_YOUR OBJECTIVE_
Search the entries for the word "transform". Copy every line that holds it.
── EXERCISE MATERIALS ──
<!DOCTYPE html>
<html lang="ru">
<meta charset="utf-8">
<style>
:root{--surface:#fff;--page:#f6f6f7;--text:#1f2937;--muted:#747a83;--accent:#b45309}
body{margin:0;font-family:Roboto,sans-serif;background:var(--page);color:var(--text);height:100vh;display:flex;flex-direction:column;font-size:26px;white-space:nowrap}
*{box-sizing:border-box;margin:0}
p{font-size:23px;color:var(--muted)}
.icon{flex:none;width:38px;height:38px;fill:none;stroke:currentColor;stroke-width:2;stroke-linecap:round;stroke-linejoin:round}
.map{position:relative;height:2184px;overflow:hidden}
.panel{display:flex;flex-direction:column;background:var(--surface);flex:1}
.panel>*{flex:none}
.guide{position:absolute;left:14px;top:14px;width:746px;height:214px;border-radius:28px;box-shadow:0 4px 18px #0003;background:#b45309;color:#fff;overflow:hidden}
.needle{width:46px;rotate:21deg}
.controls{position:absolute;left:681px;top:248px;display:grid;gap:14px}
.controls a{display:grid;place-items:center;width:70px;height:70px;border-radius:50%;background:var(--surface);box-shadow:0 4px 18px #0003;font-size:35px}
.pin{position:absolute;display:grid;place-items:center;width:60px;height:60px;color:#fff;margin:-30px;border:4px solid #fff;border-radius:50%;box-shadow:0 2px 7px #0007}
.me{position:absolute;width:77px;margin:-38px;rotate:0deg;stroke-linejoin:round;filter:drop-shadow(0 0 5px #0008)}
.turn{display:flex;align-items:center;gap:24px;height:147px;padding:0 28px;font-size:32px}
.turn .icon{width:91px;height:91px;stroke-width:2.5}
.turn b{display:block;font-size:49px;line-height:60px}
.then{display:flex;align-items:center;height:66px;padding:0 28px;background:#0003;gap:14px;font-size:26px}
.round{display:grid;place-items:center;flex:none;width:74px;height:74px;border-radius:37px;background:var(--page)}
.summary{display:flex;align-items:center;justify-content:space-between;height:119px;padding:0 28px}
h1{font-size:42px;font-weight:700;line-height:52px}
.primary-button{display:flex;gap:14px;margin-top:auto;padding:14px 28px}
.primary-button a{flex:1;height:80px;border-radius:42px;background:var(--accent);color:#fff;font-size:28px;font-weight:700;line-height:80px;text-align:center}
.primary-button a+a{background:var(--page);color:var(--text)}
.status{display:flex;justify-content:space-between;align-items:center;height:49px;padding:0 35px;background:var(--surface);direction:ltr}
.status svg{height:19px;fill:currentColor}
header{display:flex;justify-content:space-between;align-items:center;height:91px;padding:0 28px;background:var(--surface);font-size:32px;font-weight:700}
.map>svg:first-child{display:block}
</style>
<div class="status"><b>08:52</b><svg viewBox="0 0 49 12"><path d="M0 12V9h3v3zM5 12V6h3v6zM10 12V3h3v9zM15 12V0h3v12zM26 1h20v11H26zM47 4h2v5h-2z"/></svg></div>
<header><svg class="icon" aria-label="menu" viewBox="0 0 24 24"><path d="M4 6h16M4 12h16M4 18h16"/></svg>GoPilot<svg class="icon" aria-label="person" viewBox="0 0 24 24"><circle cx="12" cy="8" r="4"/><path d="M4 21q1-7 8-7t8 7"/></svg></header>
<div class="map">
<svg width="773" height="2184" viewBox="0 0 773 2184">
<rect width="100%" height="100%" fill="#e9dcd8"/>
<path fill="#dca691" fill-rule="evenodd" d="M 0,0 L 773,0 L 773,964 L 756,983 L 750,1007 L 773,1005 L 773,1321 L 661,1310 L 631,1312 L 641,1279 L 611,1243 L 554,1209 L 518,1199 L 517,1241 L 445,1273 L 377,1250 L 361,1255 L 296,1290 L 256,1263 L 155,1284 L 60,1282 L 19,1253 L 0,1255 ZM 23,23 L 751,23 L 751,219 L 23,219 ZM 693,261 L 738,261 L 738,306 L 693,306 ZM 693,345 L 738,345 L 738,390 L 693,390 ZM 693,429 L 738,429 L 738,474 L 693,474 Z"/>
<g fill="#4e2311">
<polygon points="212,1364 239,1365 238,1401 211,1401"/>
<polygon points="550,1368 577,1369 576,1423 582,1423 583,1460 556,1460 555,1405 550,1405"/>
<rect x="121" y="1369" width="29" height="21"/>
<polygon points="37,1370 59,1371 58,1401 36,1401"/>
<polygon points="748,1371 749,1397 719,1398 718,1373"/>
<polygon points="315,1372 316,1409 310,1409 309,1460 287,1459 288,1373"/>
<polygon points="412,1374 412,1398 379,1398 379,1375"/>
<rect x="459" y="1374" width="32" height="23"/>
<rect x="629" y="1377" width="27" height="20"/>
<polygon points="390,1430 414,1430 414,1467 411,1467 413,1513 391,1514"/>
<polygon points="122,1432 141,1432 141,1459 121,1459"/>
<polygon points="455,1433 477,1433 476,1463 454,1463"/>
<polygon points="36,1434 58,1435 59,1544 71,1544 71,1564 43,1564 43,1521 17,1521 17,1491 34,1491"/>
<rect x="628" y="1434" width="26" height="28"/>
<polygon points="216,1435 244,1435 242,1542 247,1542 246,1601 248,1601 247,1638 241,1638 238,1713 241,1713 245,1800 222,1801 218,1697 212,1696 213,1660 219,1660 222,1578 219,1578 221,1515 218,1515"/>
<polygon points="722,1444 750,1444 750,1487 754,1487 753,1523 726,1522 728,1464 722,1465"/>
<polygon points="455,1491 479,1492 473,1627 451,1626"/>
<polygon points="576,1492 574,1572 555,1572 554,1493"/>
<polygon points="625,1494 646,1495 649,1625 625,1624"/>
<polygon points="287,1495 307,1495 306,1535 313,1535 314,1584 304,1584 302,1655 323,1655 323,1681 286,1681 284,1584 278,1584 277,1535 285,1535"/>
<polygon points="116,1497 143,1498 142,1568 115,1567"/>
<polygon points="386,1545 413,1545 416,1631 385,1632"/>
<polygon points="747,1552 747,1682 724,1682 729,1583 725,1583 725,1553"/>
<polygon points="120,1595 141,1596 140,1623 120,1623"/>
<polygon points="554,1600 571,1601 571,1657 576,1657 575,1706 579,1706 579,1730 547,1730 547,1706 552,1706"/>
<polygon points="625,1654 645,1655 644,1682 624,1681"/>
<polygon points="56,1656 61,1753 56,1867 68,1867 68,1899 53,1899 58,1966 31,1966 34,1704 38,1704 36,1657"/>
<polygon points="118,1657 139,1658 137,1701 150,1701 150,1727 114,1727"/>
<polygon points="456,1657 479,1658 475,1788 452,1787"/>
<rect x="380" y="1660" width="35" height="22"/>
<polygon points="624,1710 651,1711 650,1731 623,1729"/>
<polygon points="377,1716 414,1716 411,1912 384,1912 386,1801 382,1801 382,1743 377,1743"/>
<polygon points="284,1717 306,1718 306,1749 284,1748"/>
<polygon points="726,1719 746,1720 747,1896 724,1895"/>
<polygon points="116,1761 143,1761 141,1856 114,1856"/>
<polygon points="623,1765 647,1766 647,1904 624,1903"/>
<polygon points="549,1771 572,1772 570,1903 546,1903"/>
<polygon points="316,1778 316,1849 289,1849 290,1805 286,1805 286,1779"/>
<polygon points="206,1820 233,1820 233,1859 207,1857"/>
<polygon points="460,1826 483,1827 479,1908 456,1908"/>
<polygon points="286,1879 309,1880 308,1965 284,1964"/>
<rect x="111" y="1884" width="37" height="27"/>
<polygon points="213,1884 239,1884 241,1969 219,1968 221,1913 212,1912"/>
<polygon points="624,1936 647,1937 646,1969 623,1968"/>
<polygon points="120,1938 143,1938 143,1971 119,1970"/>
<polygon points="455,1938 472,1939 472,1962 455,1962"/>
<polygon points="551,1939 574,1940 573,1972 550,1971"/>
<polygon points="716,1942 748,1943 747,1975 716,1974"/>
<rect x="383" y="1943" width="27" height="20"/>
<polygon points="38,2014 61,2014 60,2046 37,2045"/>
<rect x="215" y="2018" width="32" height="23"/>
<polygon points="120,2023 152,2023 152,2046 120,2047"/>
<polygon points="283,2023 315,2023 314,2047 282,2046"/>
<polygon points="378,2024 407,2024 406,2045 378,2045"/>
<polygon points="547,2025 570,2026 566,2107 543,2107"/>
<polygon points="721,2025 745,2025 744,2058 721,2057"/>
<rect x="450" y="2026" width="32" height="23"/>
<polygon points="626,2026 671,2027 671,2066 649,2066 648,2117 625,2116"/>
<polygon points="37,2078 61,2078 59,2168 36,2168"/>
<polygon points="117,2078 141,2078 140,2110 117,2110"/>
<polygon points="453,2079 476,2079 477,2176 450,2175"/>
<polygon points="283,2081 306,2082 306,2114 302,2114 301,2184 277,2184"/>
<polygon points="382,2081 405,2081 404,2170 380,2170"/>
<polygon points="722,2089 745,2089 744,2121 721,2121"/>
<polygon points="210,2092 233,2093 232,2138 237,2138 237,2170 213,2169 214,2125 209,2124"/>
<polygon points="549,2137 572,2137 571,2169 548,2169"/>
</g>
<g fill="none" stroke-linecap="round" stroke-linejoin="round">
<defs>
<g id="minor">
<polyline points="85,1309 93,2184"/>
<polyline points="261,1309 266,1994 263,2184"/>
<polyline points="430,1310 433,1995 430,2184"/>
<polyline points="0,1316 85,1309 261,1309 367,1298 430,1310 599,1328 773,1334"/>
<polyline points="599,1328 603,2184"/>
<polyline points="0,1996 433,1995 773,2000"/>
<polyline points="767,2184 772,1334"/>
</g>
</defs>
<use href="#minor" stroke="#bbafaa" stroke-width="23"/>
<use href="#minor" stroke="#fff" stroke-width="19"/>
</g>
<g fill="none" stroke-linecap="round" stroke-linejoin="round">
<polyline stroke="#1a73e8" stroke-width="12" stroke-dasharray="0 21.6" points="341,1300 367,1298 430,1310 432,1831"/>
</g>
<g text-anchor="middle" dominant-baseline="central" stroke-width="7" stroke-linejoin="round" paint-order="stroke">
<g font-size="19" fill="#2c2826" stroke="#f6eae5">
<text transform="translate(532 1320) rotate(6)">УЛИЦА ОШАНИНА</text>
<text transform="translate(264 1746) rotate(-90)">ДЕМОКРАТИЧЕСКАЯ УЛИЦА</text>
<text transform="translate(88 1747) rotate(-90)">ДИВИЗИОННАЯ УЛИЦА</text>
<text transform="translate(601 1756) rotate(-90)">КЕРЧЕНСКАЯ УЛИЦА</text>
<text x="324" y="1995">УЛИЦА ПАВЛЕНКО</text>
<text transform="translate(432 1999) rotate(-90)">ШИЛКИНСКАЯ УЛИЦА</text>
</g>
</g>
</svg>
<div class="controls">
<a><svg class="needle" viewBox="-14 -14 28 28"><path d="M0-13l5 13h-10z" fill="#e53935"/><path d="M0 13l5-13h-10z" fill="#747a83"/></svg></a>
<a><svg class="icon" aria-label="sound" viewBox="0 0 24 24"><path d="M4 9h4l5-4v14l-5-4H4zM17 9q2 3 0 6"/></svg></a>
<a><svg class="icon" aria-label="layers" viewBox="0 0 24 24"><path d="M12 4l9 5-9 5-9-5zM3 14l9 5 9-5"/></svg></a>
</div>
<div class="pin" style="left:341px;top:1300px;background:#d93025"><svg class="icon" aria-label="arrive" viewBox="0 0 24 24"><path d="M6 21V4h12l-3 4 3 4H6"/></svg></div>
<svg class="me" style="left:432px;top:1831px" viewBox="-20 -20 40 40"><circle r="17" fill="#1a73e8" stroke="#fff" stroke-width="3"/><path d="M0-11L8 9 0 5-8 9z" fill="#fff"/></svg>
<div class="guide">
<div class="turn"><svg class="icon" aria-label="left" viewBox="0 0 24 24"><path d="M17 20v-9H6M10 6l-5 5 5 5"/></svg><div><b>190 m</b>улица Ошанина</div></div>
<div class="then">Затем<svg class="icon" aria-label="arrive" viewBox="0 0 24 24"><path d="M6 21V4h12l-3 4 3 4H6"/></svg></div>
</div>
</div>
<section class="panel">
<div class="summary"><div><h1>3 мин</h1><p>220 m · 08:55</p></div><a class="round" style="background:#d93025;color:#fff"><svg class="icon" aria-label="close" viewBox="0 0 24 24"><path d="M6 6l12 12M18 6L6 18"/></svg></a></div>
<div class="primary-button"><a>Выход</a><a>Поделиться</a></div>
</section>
───
_RESULT OF THIS EXERCISE_
<text transform="translate(532 1320) rotate(6)">УЛИЦА ОШАНИНА</text>
<text transform="translate(264 1746) rotate(-90)">ДЕМОКРАТИЧЕСКАЯ УЛИЦА</text>
<text transform="translate(88 1747) rotate(-90)">ДИВИЗИОННАЯ УЛИЦА</text>
<text transform="translate(601 1756) rotate(-90)">КЕРЧЕНСКАЯ УЛИЦА</text>
<text transform="translate(432 1999) rotate(-90)">ШИЛКИНСКАЯ УЛИЦА</text>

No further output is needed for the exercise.